Train Neural Networks
Make training faster, more stable, and more reliable with practical techniques you can apply immediately.
What you’ll learn
- Use mini-batches effectively: choose batch size, shuffle/sampler strategies, and gradient accumulation.
- Pick and tune optimizers: SGD + momentum/Nesterov vs. Adam/AdamW vs. RMSProp—when each shines.
- Get weight initialization right: Xavier/He, fan-in/out, and activation-aware scaling.
- Apply normalization: BatchNorm vs. LayerNorm (where to place them, effects on gradient flow and batch size).
- Add regularization that works: weight decay, dropout, early stopping, and label smoothing.
- Improve stability & speed: gradient clipping, mixed precision (fp16/bfloat16) with loss scaling, reproducible seeds.

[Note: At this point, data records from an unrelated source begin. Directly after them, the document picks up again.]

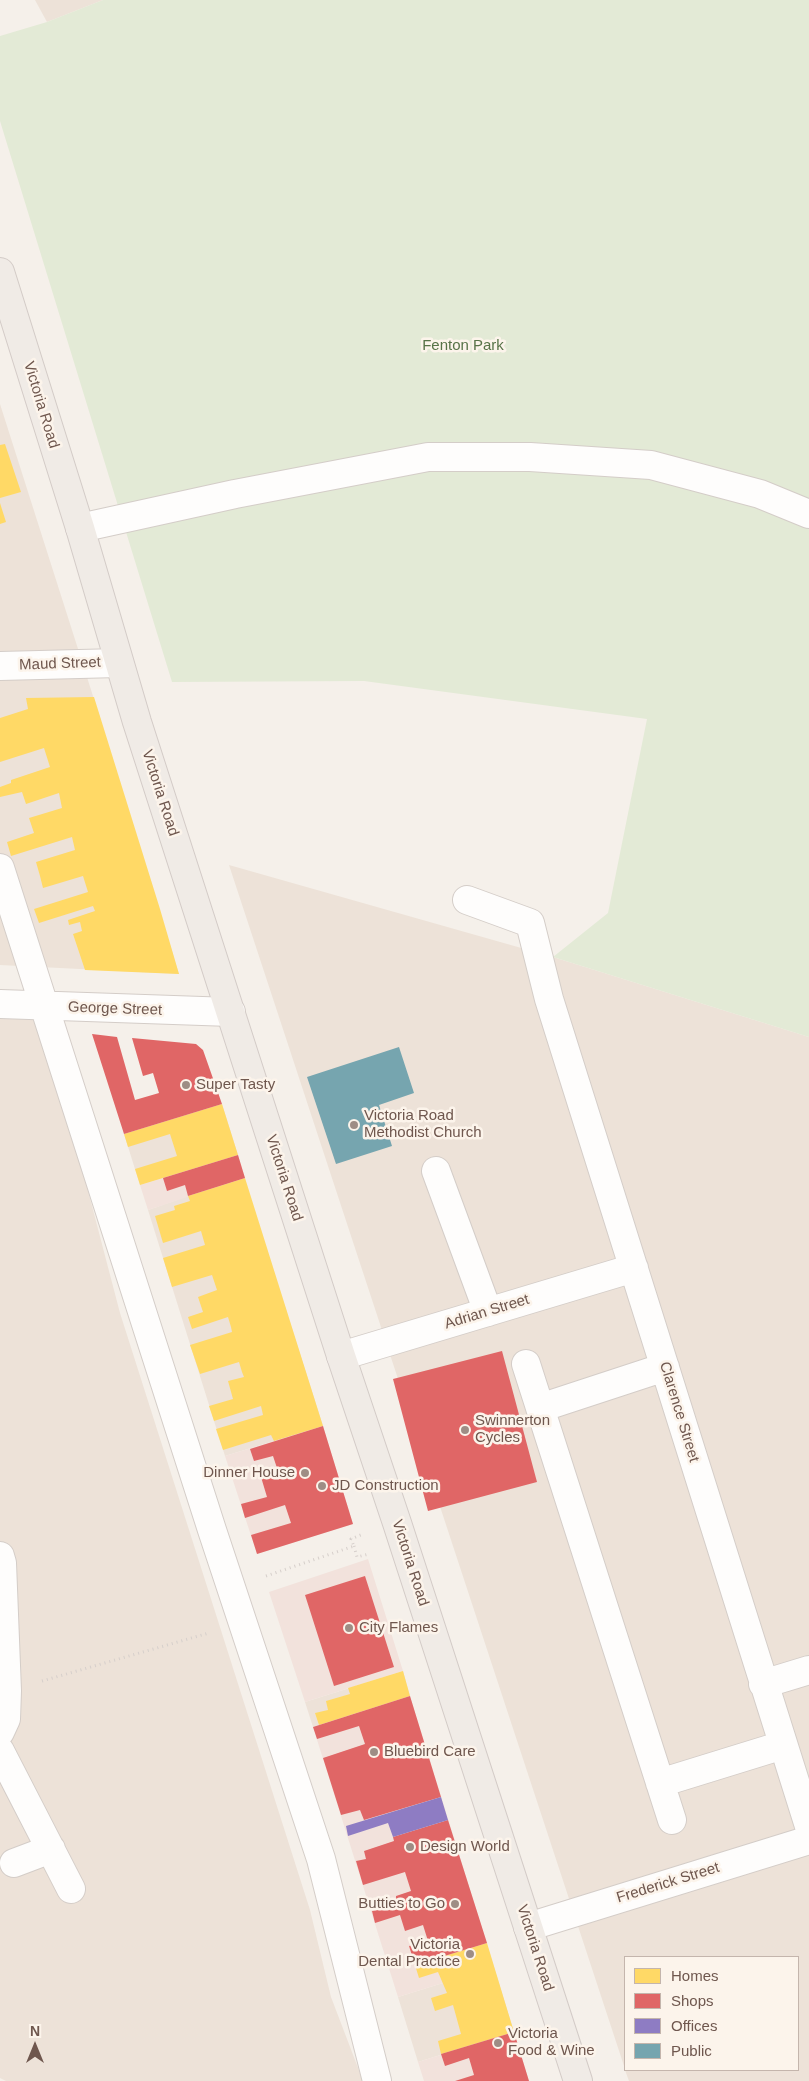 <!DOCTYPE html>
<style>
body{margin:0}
#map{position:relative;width:809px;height:2081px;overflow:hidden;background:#f5f0ea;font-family:Helvetica,sans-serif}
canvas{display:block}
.legend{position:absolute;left:624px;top:1956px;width:175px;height:115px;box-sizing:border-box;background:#fcf4eb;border:1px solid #c4b5ac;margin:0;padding:6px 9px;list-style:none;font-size:15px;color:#6f574e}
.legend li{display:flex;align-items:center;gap:10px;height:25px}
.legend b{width:25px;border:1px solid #c4b5ac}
.north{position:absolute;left:10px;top:2021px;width:50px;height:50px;-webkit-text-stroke:4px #fcf4eb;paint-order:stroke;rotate:0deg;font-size:14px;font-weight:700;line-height:20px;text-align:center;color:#6f574e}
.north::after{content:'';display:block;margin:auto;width:18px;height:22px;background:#6f574e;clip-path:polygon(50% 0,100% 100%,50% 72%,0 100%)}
</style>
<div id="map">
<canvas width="809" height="2081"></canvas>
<ul class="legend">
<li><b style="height:14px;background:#ffd966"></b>Homes</li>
<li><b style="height:14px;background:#e06666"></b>Shops</li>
<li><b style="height:14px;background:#8e7cc3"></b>Offices</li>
<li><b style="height:14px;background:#76a5af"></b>Public</li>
</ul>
<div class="north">N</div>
</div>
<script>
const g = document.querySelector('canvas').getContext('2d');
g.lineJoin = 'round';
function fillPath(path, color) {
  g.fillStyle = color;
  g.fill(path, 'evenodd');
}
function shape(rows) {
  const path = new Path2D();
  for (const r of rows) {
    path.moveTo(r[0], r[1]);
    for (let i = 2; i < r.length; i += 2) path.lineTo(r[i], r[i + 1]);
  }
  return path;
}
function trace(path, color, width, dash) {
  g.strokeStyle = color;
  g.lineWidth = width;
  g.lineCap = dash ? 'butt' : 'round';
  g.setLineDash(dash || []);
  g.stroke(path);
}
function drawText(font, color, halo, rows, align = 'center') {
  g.font = font + ' Helvetica,sans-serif';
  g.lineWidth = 5;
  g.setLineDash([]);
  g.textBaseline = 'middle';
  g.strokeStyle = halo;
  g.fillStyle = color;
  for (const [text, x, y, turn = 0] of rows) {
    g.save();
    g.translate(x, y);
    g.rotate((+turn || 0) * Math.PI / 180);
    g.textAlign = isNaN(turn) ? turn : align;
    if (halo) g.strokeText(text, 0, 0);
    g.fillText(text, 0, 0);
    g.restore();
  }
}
const residential = shape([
 [35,0,103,0,47,22],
 [0,404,100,718,179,974,0,965],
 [229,865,553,957,809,1037,809,2081,629,2081,625,2070,798,2070,798,1957,625,1957,625,2069],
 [0,1013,42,1015,120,1313,310,1910,331,1997,363,2081,6,2081,0,2078],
 [222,1104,238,1155,140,1185,124,1134],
 [188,1196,279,1288,323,1426,225,1456,148,1210],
 [403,1671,410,1696,313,1727,305,1702],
 [494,1967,514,2032,418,2062,398,1997]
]);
const commercial = shape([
 [238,1155,245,1178,148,1210,140,1185],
 [323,1426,353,1524,257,1554,225,1456],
 [368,1559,403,1671,305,1702,269,1592],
 [410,1696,494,1967,398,1997,313,1727],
 [514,2032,529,2081,424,2081,418,2062]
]);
const green = shape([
 [103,0,809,0,809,1037,553,957,608,913,647,719,364,681,172,682,0,121,0,36,47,22]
]);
const homes = shape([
 [5,444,21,492,0,498,0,445],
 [0,503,6,522,0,524],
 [94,697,160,909,179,974,85,970,73,934,82,931,80,922,69,925,68,920,95,911,93,906,39,923,34,909,88,892,83,876,43,888,40,876,36,862,75,850,72,837,11,856,7,842,34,833,29,818,62,808,59,793,26,804,22,792,0,797,0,787,11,783,11,780,50,767,44,748,0,762,0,718,28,709,26,698],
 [222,1104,238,1155,140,1185,135,1169,177,1156,170,1134,128,1147,124,1134],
 [245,1178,323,1426,274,1441,271,1435,223,1450,216,1429,263,1415,261,1406,214,1421,209,1406,233,1399,228,1381,244,1377,242,1372,239,1362,200,1374,190,1345,232,1332,231,1327,228,1317,192,1329,188,1317,203,1312,198,1297,217,1290,212,1275,172,1287,163,1258,205,1245,201,1231,163,1243,155,1216,175,1210,174,1206,190,1201,188,1196],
 [403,1671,410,1696,319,1725,315,1713,328,1710,326,1701,350,1694,348,1688],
 [487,1943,514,2032,441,2054,438,2041,461,2034,453,2005,435,2011,431,1998,447,1993,438,1972,419,1978,415,1965]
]);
const shops = shape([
 [92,1034,117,1037,135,1100,159,1093,153,1073,143,1076,132,1038,196,1044,203,1050,222,1104,124,1134],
 [238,1155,245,1178,188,1196,185,1185,167,1191,163,1178],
 [502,1351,537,1482,428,1511,393,1379],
 [323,1426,353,1524,257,1554,251,1535,291,1523,285,1505,245,1518,241,1504,267,1497,261,1477,278,1471,273,1456,254,1461,250,1449],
 [365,1576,394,1667,334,1686,305,1595],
 [410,1696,441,1797,364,1820,360,1810,341,1815,323,1758,365,1744,359,1726,317,1739,313,1727],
 [448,1820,487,1943,415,1965,409,1946,428,1941,423,1925,405,1931,400,1915,375,1923,372,1911,386,1907,384,1904,396,1900,396,1896,411,1891,405,1872,363,1885,356,1861,366,1859,364,1851,394,1841,393,1837],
 [514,2032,529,2081,455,2081,474,2075,469,2058,445,2066,441,2054]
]);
const offices = shape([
 [441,1797,448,1820,393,1837,388,1823,348,1836,346,1826]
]);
const public = shape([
 [399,1047,414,1093,379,1105,392,1146,336,1164,307,1077]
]);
const path = shape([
 [354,1546,357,1557,369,1554],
 [266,1576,354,1546,351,1539,363,1534],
 [42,1681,209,1633]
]);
const minor = shape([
 [80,528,235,494,428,457,530,457,651,465,760,494,809,514],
 [0,666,119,663],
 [0,868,212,1530,321,1859,377,2081],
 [467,900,530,923,549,999,809,1826],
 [0,1004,231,1012],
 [436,1171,488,1312],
 [341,1356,634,1268],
 [526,1364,672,1820],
 [540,1408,665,1367],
 [0,1556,2,1563,7,1691,6,1719,0,1732],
 [763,1684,809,1670],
 [0,1751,71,1889],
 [660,1783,783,1745],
 [14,1863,51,1849],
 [528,1927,809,1840]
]);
const major = shape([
 [0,272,80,528,137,722,341,1356,397,1523,578,2081]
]);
const markers = [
 [186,1085,5,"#9e8d85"],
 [354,1125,5,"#9e8d85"],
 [465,1430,5,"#9e8d85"],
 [305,1473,5,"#9e8d85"],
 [322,1486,5,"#9e8d85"],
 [349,1628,5,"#9e8d85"],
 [374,1752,5,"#9e8d85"],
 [410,1847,5,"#9e8d85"],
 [455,1904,5,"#9e8d85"],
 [470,1954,5,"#9e8d85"],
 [498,2043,5,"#9e8d85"]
];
const parkNames = [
 ["Fenton Park",463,346]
];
const streetNames = [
 ["Victoria Road",41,405,73],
 ["Maud Street",60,664,-2],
 ["Victoria Road",160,793,72],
 ["George Street",115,1009,2],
 ["Victoria Road",284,1178,72],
 ["Adrian Street",487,1312,-17],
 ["Clarence Street",679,1412,73],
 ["Victoria Road",410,1563,72],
 ["Frederick Street",668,1883,-17],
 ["Victoria Road",535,1948,72]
];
const poiNames = [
 ["Super Tasty",196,1085],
 ["Victoria Road",364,1116],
 ["Methodist Church",364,1133],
 ["Swinnerton",475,1421],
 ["Cycles",475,1438],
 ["Dinner House",295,1473,"right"],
 ["JD Construction",332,1486],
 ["City Flames",359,1628],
 ["Bluebird Care",384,1752],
 ["Design World",420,1847],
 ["Butties to Go",445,1904,"right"],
 ["Victoria",460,1945,"right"],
 ["Dental Practice",460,1962,"right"],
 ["Victoria",508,2034],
 ["Food & Wine",508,2051]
];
fillPath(residential, '#ede2d8');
fillPath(commercial, '#f2e2dc');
fillPath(green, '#e3ead6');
fillPath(homes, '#ffd966');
fillPath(shops, '#e06666');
fillPath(offices, '#8e7cc3');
fillPath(public, '#76a5af');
trace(minor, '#d4cdc8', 30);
trace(major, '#d3cbc7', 30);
trace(path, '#d6cfcb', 3, [1, 4]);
trace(minor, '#fefdfc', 28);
trace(major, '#f0ebe6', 28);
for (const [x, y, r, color] of markers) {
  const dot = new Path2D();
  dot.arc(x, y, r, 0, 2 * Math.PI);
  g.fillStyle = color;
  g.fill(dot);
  trace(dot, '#fcf4eb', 2);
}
drawText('15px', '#587348', '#fcf4eb', parkNames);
drawText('15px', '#6f574e', '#fcf4eb', streetNames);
drawText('15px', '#6f574e', '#fcf4eb', poiNames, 'left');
</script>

- Read learning curves to diagnose under/overfitting, vanishing/exploding gradients, and data/label issues.
Hands-on application
- Build a robust PyTorch training loop with mini-batching, LR schedulers, and optimizer switching.
- Compare SGD+Momentum vs. AdamW on a benchmark task; track accuracy/loss and time/epoch.
- Toggle BatchNorm/LayerNorm and initializations to see effects on convergence.
- Enable mixed precision (autocast + GradScaler) and gradient clipping; measure speedups and stability.
Prerequisites
- Comfort with forward/backprop and a simple MLP (from Neural Networks 101).
- Python experience (NumPy, PyTorch) and basic calculus.
Who it’s for
- Developers who can build a small network and want to train it well at scale.
- Practitioners seeking repeatable, stable training recipes.
Format
- Duration: ~6–8 hours, fully self-paced.
- Structure: 6 modules → brief lesson, recipe checklist, coding notebook.